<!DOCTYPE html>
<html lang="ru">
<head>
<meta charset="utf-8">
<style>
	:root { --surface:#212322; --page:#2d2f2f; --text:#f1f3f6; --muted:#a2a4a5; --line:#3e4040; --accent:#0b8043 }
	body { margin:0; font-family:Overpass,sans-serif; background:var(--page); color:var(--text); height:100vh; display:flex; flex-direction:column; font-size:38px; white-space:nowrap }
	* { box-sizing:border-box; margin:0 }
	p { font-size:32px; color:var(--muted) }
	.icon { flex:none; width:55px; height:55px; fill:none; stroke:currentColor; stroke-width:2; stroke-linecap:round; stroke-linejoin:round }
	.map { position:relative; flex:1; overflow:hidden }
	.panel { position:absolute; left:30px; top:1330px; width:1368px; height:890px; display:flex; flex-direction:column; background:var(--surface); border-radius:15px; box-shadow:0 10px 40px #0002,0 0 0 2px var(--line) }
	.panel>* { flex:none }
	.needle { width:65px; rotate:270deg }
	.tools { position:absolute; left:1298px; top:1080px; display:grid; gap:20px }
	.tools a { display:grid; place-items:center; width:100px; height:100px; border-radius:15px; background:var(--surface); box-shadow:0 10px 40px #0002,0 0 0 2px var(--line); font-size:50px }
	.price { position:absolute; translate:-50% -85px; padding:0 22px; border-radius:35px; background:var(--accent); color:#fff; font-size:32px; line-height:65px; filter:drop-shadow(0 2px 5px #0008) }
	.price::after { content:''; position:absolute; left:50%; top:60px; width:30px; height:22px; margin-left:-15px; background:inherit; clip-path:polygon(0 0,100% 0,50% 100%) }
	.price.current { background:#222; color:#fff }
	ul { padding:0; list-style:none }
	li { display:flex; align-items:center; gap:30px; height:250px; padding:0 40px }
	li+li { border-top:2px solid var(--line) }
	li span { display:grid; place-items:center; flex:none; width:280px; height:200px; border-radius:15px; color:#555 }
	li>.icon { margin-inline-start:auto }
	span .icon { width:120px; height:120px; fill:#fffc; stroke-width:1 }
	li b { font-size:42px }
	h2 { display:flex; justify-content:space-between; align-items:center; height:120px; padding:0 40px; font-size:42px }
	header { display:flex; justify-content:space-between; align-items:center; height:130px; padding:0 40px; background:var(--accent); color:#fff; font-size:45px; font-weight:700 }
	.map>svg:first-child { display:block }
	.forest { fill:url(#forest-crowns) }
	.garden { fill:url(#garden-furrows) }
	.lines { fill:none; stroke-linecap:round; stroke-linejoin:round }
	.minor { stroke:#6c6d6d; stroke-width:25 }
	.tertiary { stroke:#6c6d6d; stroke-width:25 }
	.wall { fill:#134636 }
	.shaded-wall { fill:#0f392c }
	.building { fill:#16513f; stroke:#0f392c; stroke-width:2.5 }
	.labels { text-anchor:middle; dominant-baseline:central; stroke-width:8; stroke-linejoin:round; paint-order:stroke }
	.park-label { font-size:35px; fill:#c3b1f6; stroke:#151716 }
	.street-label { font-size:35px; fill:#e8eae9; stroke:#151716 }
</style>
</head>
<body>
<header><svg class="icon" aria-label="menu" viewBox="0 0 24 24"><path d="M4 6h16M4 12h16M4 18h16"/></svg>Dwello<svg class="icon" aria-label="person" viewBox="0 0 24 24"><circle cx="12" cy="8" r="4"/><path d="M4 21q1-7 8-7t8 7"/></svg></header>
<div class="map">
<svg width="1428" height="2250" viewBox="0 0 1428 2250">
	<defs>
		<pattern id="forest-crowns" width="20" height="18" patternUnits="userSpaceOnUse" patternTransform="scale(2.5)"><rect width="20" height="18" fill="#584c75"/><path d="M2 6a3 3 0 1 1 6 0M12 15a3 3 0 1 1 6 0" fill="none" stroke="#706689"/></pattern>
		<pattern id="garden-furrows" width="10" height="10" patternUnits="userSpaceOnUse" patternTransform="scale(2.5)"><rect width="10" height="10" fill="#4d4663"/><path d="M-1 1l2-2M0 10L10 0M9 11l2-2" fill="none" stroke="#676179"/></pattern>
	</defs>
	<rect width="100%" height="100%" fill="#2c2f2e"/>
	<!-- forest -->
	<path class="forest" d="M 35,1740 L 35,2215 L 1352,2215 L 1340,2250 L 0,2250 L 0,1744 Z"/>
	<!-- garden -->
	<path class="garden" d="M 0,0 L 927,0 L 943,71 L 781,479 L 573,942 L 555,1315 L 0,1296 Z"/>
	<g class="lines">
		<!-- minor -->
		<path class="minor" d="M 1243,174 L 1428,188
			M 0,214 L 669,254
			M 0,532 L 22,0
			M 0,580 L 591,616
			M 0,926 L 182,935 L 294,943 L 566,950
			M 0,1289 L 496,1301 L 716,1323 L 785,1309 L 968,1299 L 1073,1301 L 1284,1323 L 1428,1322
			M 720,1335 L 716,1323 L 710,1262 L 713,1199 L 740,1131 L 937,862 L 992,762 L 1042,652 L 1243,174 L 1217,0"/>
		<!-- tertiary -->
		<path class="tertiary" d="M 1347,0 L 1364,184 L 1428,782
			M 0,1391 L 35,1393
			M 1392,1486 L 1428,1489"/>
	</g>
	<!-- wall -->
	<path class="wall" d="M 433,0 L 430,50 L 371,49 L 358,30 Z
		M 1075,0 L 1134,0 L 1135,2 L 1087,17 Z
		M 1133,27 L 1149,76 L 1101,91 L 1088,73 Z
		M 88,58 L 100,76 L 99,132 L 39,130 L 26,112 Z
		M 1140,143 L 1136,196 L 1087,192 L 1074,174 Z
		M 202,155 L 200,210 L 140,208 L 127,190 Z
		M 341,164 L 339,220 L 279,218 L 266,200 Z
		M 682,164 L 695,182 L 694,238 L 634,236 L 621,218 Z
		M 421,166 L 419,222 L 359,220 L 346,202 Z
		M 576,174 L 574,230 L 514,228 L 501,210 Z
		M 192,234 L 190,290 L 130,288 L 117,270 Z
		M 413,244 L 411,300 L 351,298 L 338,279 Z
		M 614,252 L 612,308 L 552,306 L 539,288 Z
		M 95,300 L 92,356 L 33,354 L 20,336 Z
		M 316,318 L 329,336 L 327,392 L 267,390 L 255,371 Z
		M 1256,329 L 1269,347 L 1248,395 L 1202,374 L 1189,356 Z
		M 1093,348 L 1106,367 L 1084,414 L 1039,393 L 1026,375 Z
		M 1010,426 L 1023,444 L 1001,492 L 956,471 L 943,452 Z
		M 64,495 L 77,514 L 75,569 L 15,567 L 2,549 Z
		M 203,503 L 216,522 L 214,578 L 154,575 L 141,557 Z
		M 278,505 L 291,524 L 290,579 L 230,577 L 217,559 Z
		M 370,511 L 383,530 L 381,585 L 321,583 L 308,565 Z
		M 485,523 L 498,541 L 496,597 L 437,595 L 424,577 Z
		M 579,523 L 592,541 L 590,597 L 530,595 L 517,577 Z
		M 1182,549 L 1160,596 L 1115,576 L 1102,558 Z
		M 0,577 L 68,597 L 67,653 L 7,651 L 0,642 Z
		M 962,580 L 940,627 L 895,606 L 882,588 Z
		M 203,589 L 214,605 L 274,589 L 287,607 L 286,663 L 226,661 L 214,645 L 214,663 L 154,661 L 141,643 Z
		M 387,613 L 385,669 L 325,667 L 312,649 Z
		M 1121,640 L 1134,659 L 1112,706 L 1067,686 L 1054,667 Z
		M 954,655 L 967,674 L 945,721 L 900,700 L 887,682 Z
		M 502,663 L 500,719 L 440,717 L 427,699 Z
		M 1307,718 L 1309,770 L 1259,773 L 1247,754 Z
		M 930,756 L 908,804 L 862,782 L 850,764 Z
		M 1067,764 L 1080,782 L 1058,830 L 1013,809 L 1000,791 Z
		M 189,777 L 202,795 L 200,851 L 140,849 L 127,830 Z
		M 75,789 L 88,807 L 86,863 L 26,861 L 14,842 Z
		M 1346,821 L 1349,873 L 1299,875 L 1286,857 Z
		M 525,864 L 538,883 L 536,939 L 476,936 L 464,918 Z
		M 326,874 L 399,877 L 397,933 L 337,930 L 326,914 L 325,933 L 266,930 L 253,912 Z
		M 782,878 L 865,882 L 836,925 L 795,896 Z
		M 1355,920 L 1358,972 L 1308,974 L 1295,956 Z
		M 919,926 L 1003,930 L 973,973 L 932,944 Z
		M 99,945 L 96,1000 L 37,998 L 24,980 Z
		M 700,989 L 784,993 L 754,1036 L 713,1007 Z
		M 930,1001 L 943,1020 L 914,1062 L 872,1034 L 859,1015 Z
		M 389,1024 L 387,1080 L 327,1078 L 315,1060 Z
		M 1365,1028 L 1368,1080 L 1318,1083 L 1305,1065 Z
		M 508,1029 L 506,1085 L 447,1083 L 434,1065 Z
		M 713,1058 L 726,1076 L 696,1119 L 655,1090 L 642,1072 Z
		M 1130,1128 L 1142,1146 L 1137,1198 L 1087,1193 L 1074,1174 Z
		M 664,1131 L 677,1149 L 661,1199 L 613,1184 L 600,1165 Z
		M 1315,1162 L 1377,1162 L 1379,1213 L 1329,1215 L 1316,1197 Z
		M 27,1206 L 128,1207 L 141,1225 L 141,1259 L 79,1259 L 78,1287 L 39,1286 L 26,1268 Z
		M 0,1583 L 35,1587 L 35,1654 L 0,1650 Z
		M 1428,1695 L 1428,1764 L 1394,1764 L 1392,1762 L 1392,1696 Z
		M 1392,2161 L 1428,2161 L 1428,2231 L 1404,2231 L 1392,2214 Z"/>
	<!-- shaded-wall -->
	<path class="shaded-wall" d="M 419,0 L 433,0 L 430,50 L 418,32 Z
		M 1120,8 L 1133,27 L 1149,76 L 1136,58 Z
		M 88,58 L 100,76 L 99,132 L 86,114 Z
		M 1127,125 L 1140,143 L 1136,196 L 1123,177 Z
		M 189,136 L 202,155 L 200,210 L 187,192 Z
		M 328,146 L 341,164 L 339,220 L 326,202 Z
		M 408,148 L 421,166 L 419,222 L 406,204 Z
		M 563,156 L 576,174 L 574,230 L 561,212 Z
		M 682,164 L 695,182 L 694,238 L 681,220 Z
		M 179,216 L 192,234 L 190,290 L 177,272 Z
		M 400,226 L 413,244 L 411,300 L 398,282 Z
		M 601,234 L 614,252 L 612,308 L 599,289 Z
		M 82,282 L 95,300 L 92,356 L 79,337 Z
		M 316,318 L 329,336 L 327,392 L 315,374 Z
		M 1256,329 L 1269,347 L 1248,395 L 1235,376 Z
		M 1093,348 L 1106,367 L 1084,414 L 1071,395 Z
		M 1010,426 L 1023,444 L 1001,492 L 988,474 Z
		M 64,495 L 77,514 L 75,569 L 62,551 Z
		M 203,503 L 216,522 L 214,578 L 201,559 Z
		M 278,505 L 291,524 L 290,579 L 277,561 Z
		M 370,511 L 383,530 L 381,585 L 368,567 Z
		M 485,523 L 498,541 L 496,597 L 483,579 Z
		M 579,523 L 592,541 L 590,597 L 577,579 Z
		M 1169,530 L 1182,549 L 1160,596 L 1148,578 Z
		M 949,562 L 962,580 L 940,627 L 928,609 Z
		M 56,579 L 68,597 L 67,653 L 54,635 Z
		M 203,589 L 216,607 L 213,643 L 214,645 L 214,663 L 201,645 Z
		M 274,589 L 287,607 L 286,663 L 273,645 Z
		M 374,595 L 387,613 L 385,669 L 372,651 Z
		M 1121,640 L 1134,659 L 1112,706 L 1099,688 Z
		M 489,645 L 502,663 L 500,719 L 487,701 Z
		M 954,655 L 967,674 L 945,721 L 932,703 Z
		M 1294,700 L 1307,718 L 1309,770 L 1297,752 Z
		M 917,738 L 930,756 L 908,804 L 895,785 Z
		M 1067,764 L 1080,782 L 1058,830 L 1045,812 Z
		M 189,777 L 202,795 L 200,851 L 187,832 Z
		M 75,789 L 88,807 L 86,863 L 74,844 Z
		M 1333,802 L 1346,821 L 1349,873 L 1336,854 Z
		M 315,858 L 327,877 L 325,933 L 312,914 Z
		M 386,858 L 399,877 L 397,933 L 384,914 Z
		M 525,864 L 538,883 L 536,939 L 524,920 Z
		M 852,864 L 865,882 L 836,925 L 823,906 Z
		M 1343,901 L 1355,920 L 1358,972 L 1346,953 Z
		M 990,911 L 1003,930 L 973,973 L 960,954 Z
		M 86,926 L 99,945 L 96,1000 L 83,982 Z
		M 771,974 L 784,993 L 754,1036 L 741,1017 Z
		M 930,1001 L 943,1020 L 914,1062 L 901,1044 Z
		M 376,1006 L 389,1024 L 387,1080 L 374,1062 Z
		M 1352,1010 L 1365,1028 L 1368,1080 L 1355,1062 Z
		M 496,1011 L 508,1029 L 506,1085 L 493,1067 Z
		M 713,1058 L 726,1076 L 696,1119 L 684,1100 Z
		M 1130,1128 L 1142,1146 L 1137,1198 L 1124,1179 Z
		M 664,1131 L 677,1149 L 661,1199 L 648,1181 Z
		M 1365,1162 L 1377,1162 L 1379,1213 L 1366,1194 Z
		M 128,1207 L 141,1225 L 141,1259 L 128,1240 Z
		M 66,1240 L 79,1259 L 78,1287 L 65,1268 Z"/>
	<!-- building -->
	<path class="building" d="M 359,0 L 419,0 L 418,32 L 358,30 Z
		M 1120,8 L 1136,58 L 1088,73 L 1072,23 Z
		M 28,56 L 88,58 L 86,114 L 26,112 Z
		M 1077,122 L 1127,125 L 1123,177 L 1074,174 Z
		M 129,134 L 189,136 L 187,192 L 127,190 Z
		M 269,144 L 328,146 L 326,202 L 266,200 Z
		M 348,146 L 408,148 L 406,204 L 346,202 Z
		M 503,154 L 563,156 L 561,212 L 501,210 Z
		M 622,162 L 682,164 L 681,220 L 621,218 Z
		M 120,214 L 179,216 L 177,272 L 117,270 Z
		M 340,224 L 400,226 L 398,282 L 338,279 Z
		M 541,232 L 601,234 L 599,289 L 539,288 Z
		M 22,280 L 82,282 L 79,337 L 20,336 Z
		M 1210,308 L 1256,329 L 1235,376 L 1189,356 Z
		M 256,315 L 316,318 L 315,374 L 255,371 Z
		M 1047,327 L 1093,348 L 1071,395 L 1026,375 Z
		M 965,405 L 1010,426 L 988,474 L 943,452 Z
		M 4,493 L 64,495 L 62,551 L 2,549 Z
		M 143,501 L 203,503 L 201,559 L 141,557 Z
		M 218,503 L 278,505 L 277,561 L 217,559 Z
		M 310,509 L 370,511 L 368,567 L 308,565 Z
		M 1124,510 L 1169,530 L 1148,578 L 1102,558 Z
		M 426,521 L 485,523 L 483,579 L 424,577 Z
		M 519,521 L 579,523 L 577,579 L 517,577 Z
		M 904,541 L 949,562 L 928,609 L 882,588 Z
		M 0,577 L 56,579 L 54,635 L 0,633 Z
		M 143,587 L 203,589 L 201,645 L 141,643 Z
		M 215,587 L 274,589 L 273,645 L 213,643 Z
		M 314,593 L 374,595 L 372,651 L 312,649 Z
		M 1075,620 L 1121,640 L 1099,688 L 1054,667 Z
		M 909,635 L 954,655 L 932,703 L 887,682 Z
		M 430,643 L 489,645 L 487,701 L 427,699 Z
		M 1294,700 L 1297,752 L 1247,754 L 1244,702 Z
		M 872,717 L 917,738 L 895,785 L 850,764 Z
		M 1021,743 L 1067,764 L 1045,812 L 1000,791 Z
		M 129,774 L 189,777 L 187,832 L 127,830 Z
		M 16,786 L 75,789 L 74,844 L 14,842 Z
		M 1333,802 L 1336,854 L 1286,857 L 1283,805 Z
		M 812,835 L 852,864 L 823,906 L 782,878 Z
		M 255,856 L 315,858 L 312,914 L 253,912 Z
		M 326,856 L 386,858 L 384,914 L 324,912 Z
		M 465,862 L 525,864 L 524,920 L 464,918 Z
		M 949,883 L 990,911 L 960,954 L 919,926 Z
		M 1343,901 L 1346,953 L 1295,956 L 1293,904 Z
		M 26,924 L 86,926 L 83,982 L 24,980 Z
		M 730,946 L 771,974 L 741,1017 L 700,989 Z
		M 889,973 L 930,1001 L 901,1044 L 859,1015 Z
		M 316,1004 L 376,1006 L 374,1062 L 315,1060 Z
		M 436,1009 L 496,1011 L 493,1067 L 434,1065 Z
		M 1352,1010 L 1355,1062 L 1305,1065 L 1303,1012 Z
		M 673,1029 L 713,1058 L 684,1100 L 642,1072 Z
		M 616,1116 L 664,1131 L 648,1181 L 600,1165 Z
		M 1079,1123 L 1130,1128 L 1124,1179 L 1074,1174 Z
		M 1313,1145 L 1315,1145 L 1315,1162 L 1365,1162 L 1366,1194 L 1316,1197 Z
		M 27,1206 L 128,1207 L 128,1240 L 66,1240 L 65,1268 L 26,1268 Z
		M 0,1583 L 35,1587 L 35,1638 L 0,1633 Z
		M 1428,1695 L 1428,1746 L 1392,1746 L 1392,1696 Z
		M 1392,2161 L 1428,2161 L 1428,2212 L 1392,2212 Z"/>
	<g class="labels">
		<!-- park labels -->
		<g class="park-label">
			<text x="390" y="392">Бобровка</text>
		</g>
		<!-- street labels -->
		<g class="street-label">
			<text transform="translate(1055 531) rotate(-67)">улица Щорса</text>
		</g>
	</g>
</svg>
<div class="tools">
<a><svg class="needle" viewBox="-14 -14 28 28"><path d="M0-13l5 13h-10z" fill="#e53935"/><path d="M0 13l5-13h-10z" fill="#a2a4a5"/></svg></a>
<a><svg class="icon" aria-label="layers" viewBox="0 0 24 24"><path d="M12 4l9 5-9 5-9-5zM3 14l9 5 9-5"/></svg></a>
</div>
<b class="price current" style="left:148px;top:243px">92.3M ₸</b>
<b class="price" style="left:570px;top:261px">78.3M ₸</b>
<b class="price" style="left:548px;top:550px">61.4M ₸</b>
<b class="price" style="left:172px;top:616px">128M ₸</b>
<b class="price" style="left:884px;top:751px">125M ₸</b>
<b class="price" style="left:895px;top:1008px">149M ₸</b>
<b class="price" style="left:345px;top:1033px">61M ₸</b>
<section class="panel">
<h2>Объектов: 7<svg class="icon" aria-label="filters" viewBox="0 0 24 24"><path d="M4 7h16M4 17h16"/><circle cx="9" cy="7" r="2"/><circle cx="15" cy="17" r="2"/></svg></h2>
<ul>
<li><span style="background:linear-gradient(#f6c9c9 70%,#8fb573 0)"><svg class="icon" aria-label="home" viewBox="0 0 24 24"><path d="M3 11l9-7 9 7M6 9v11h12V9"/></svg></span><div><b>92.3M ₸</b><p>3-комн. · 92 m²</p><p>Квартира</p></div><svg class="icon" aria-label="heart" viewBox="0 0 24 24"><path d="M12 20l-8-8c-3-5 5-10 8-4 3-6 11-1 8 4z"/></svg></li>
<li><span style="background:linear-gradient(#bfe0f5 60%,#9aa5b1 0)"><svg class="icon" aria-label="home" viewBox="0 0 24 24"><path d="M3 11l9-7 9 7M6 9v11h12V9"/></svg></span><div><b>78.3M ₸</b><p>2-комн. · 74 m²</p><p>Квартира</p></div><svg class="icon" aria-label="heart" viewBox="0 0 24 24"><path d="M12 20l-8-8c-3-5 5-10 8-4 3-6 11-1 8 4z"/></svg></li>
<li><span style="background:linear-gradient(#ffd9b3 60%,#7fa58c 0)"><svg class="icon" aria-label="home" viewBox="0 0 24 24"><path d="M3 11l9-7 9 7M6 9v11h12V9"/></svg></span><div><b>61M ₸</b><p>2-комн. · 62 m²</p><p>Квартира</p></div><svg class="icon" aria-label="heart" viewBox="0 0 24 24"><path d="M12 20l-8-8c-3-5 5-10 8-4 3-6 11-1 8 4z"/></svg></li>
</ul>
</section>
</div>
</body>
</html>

Work to complete =
Show all lines above holding "absolute".

Solution to this exercise =
	.panel { position:absolute; left:30px; top:1330px; width:1368px; height:890px; display:flex; flex-direction:column; background:var(--surface); border-radius:15px; box-shadow:0 10px 40px #0002,0 0 0 2px var(--line) }
	.tools { position:absolute; left:1298px; top:1080px; display:grid; gap:20px }
	.price { position:absolute; translate:-50% -85px; padding:0 22px; border-radius:35px; background:var(--accent); color:#fff; font-size:32px; line-height:65px; filter:drop-shadow(0 2px 5px #0008) }
	.price::after { content:''; position:absolute; left:50%; top:60px; width:30px; height:22px; margin-left:-15px; background:inherit; clip-path:polygon(0 0,100% 0,50% 100%) }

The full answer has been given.